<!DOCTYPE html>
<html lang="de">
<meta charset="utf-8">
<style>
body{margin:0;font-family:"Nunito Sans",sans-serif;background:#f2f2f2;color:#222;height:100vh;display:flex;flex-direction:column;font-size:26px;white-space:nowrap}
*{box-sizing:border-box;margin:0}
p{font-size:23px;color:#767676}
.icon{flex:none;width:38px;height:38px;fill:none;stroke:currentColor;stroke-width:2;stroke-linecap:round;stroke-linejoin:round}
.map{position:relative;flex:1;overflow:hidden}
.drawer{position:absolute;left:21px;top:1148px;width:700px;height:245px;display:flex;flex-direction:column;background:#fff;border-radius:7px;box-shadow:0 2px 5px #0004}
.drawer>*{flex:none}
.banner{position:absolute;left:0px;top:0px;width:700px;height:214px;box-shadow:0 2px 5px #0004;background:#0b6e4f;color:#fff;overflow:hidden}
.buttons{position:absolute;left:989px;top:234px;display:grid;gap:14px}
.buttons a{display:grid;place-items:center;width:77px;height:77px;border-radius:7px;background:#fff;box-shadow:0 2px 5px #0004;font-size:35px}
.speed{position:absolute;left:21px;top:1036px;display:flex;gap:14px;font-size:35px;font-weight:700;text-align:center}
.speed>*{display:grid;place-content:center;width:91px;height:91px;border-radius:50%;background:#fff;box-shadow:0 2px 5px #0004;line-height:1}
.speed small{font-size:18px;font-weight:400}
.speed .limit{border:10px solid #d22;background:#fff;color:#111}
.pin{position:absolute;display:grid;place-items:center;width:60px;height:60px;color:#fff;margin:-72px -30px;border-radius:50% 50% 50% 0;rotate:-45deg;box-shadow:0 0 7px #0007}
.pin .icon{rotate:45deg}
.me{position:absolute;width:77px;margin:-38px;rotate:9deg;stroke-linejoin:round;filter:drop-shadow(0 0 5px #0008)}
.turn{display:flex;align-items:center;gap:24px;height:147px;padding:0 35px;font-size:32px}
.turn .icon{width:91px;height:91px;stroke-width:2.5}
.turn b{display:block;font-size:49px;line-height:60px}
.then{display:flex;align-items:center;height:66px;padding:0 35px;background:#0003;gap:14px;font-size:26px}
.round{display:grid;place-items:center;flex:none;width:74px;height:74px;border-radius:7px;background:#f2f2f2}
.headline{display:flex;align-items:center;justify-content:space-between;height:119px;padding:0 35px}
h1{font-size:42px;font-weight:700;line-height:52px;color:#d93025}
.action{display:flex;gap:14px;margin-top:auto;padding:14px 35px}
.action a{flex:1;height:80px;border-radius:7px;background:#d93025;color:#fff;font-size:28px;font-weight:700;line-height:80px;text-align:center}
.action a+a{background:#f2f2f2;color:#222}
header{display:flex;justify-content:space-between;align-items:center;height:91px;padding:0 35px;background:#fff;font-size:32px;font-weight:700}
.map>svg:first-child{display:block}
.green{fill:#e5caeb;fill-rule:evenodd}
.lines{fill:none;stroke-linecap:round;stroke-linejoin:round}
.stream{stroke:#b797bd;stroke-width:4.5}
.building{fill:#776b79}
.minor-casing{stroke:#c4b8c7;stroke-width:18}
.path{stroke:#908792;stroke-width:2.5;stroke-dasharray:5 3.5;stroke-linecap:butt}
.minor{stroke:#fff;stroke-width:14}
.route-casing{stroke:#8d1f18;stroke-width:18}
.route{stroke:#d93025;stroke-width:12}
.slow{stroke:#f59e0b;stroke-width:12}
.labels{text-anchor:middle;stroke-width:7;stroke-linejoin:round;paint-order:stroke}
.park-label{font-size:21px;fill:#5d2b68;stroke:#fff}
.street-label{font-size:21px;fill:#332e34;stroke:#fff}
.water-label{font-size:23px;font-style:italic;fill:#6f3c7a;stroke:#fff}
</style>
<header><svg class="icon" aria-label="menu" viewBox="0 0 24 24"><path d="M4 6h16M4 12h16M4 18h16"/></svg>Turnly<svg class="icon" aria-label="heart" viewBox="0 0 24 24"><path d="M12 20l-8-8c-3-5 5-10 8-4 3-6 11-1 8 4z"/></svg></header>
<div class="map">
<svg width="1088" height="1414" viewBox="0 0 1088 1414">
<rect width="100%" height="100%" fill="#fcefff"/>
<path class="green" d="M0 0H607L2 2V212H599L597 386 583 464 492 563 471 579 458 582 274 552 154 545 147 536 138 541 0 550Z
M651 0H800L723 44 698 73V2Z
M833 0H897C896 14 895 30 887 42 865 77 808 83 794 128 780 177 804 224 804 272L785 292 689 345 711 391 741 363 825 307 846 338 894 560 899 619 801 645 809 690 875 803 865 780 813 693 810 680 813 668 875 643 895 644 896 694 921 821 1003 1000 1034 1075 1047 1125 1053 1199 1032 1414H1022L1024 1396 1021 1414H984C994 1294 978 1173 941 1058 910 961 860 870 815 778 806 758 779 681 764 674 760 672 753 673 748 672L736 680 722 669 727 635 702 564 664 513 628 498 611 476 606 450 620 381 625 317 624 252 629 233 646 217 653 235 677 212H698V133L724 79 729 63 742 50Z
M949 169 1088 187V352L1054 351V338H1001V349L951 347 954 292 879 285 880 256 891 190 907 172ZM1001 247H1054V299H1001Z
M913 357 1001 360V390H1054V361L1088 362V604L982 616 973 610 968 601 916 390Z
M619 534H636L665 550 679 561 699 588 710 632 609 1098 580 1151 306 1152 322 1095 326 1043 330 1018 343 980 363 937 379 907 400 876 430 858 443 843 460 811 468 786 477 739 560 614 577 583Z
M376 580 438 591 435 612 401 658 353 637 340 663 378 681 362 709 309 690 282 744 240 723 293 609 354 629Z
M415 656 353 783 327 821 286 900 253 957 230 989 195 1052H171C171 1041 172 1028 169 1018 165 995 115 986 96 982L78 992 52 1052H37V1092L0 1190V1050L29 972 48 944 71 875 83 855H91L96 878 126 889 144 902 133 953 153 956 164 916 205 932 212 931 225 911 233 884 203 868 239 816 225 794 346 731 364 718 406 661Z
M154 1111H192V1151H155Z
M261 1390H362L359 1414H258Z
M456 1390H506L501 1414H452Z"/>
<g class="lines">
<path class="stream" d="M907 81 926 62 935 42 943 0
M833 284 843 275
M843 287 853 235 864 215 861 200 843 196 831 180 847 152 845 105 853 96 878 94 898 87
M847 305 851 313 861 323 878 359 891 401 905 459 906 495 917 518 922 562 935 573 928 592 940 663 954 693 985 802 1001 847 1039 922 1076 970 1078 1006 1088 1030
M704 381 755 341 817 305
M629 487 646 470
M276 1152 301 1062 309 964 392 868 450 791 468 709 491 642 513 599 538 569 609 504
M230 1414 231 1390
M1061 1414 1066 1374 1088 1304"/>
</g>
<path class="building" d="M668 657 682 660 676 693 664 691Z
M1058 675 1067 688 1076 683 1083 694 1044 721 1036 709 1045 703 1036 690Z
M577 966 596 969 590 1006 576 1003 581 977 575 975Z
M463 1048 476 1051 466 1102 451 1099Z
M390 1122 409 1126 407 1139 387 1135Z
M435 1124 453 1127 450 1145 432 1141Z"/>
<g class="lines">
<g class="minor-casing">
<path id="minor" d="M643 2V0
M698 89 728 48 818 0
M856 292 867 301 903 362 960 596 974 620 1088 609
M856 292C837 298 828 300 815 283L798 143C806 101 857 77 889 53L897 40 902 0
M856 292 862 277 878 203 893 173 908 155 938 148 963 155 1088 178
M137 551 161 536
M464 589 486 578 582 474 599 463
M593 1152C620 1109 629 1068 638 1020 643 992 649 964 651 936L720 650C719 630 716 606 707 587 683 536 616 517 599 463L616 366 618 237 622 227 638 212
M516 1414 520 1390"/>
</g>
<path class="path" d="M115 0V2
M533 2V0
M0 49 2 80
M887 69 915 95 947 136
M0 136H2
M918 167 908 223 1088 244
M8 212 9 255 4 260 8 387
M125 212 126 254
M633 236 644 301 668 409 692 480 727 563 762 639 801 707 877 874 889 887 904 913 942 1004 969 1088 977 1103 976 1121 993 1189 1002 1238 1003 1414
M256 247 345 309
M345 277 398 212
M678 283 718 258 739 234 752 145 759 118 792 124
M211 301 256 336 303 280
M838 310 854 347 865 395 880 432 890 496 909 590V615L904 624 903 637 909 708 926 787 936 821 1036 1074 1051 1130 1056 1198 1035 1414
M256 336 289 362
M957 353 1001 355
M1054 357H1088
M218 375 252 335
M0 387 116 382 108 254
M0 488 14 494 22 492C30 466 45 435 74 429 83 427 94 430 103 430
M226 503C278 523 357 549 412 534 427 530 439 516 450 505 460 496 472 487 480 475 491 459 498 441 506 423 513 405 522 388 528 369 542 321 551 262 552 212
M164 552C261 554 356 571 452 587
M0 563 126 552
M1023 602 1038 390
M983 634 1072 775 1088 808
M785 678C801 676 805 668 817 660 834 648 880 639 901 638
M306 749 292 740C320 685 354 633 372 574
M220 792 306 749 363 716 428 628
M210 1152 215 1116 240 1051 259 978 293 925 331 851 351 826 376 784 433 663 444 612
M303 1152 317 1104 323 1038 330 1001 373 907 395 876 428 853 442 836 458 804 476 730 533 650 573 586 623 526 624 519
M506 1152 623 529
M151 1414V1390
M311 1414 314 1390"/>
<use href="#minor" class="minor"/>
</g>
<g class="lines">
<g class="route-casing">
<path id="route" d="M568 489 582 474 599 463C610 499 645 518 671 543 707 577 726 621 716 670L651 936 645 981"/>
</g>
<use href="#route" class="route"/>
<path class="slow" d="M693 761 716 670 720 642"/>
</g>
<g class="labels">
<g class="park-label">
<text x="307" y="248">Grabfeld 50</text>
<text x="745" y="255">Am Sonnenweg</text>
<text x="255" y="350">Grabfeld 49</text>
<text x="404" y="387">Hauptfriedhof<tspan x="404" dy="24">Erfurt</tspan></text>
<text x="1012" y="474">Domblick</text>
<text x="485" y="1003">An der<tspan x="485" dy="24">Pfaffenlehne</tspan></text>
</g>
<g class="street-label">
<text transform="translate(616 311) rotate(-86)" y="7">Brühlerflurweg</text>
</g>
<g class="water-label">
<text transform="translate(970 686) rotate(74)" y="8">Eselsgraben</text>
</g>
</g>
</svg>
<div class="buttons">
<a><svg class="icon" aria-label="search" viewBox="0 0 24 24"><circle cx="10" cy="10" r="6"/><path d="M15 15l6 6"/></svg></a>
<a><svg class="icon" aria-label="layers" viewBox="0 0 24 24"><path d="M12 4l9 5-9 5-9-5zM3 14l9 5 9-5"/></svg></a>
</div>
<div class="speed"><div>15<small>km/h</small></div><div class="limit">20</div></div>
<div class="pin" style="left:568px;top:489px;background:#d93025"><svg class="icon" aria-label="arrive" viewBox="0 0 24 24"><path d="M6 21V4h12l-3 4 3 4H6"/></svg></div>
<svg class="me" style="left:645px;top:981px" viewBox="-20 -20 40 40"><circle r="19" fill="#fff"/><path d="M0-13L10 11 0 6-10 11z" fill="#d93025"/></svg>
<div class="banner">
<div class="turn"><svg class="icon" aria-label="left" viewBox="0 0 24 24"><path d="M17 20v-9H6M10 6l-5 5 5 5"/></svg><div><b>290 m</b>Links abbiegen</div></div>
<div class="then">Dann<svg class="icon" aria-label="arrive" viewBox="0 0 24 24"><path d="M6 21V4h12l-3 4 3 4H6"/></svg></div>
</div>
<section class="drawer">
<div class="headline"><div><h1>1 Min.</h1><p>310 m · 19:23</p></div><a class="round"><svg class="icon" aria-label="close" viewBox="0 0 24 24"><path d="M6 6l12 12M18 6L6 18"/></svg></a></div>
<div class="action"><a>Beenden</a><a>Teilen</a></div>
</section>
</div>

_Problem statement_: The lines to copy are those in the listing that contain the word "shadow".

_Task response_:
.drawer{position:absolute;left:21px;top:1148px;width:700px;height:245px;display:flex;flex-direction:column;background:#fff;border-radius:7px;box-shadow:0 2px 5px #0004}
.banner{position:absolute;left:0px;top:0px;width:700px;height:214px;box-shadow:0 2px 5px #0004;background:#0b6e4f;color:#fff;overflow:hidden}
.buttons a{display:grid;place-items:center;width:77px;height:77px;border-radius:7px;background:#fff;box-shadow:0 2px 5px #0004;font-size:35px}
.speed>*{display:grid;place-content:center;width:91px;height:91px;border-radius:50%;background:#fff;box-shadow:0 2px 5px #0004;line-height:1}
.pin{position:absolute;display:grid;place-items:center;width:60px;height:60px;color:#fff;margin:-72px -30px;border-radius:50% 50% 50% 0;rotate:-45deg;box-shadow:0 0 7px #0007}
.me{position:absolute;width:77px;margin:-38px;rotate:9deg;stroke-linejoin:round;filter:drop-shadow(0 0 5px #0008)}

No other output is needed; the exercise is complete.